L'oeuvre de Rhazès est monumentale. Il nous a laissé environ 230 oeuvres dans différents domaines. Dans sa biographie consacrée à Rhazès, Abou Rayhan al-Biruni a recensé cinquante-six traités médicaux, trente-trois ouvrages consacrés aux sciences de la nature, huit à la logique, dix aux mathématiques, dix-sept à la philosophie, six à la métaphysique, quatorze aux sciences de la religion, vingt-deux à la chimie et dix portant sur des sujets variés. Les plus célèbres oeuvres de Rhazès sont : "Kitâb Al-Hawi fi-I-Tibb" (Le Continent), "Kitâb Mansûrî fi-I-Tibb", "Al-Murshid", "Al-Jadri Wa al Hasbeh" (Traité sur la variole et la rougeole), "Shammyeh", "Al-Tibb Al-Molloki" (Médecine Royale) et "At-Tadbîr" en chimie et "Sirr Al-Asraar" (Le secret des secrets) également en chimie.

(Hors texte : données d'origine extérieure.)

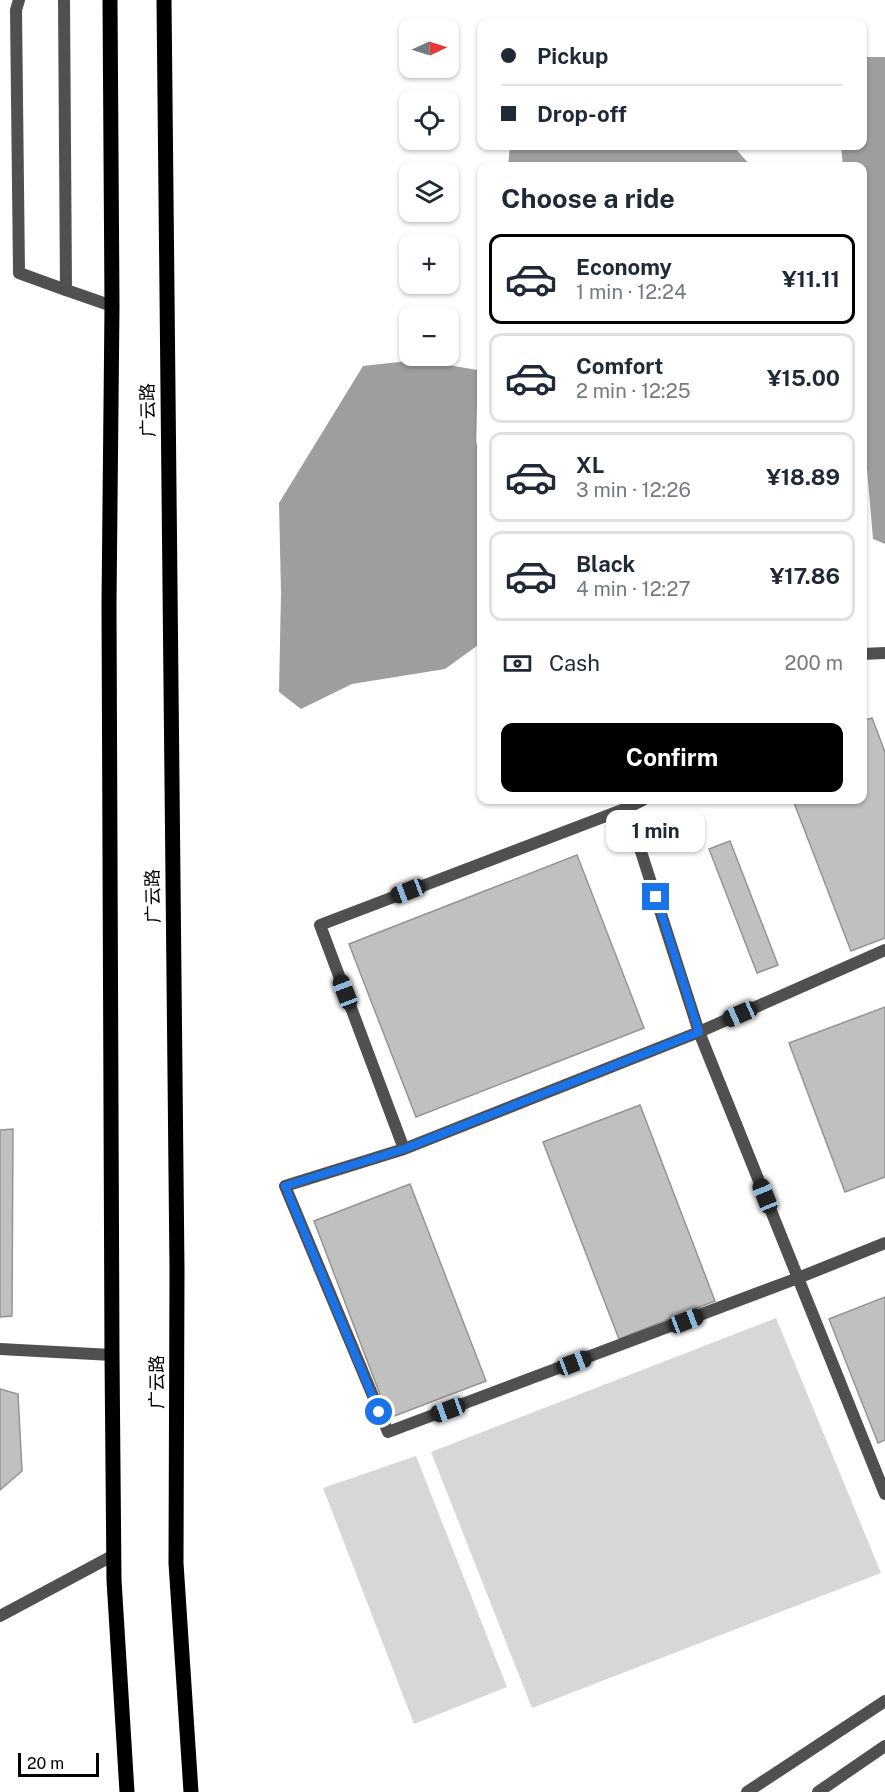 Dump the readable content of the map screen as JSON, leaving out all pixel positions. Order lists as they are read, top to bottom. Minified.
{"streets":{"main road":["广云路"]},"scale_bar":"20 m","north":"right","page":{"map_buttons":["+","−"],"banner":["Pickup","Drop-off"],"heading":"Choose a ride","list":[{"name":"Economy","note":"1 min · 12:24","value":"¥11.11"},{"name":"Comfort","note":"2 min · 12:25","value":"¥15.00"},{"name":"XL","note":"3 min · 12:26","value":"¥18.89"},{"name":"Black","note":"4 min · 12:27","value":"¥17.86"}],"pay":["Cash","200 m"],"buttons":"Confirm","bubble":"1 min","scale":"20 m"}}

Son ouvrage "Kitâb Al-Hawi fi-I-Tibb" (Le Continent), est sans conteste parmi les plus remarquables de ses oeuvres. Comme son nom l'indique, ce livre contient toute la médecine. C'est une vaste encyclopédie de médecine pratique et thérapeutique en 24 volumes qui réunit l'ensemble des connaissances médicales du début du Xe siècle. Nous citons ci-après les titres des différents volumes :
  • Volume 1 : les maladies de la tête ;
  • Volume 2 : les maladies des yeux ;
  • Volume 3 : les maladies des oreilles, du nez et des dents ;
  • Volume 4 : les maladies du poumon ;
  • Volume 5 : les maladies de l'oesophage et de l'estomac ;
  • Volume 6 : vomissement, obésité et cachexie ;
  • Volume 7 : les maladies de la poitrine, du coeur, du foie et de la rate ;
  • Volume 8 : les ulcères de l'estomac et de l'intestin, la dysenterie ;
  • Volume 9 : la gynécologie ;
  • Volume 10 : les maladies des reins, de l'urètre... ;
  • Volume 11 : les maladies d'estomac causées par des parasites abdominaux, les hémorroïdes, les désordres vertébraux, la goutte, les varices, éléphantiasis... ;
  • Volume 12 : les différentes sortes de cancer, inflammations, abcès, et tout ce qui a rapport avec les faiblesses du corps ;
  • Volume 13 : les maladies des os, fractures, maladies internes et ulcères, plaies des organes génitaux... ;
  • Volume 14 : défécation et vomissement... ;
  • Volume 15 : les fièvres (typhoïde et entérique) et les maladies causées par les obstructions des canaux naturels ;
  • Volume 16 : fièvres trépidantes (degh) et épuisement, fièvres et refroidissements, fièvres ardentes ou fièvres infectieuses... ;
  • Volume 17 : la variole, la rougeole et les plaies de la gorge ;
  • Volume 18 : conditions critiques, crises ;
  • Volume 19 : l'urine et les rapprochements avec les piqûres de serpents et de scorpions, et les poisons ;
  • Volumes 20 et 21 : les médicaments ;
  • Volume 22 : la pharmacologie (saydaleh) et les sujets rapprochant médecine et pharmacie.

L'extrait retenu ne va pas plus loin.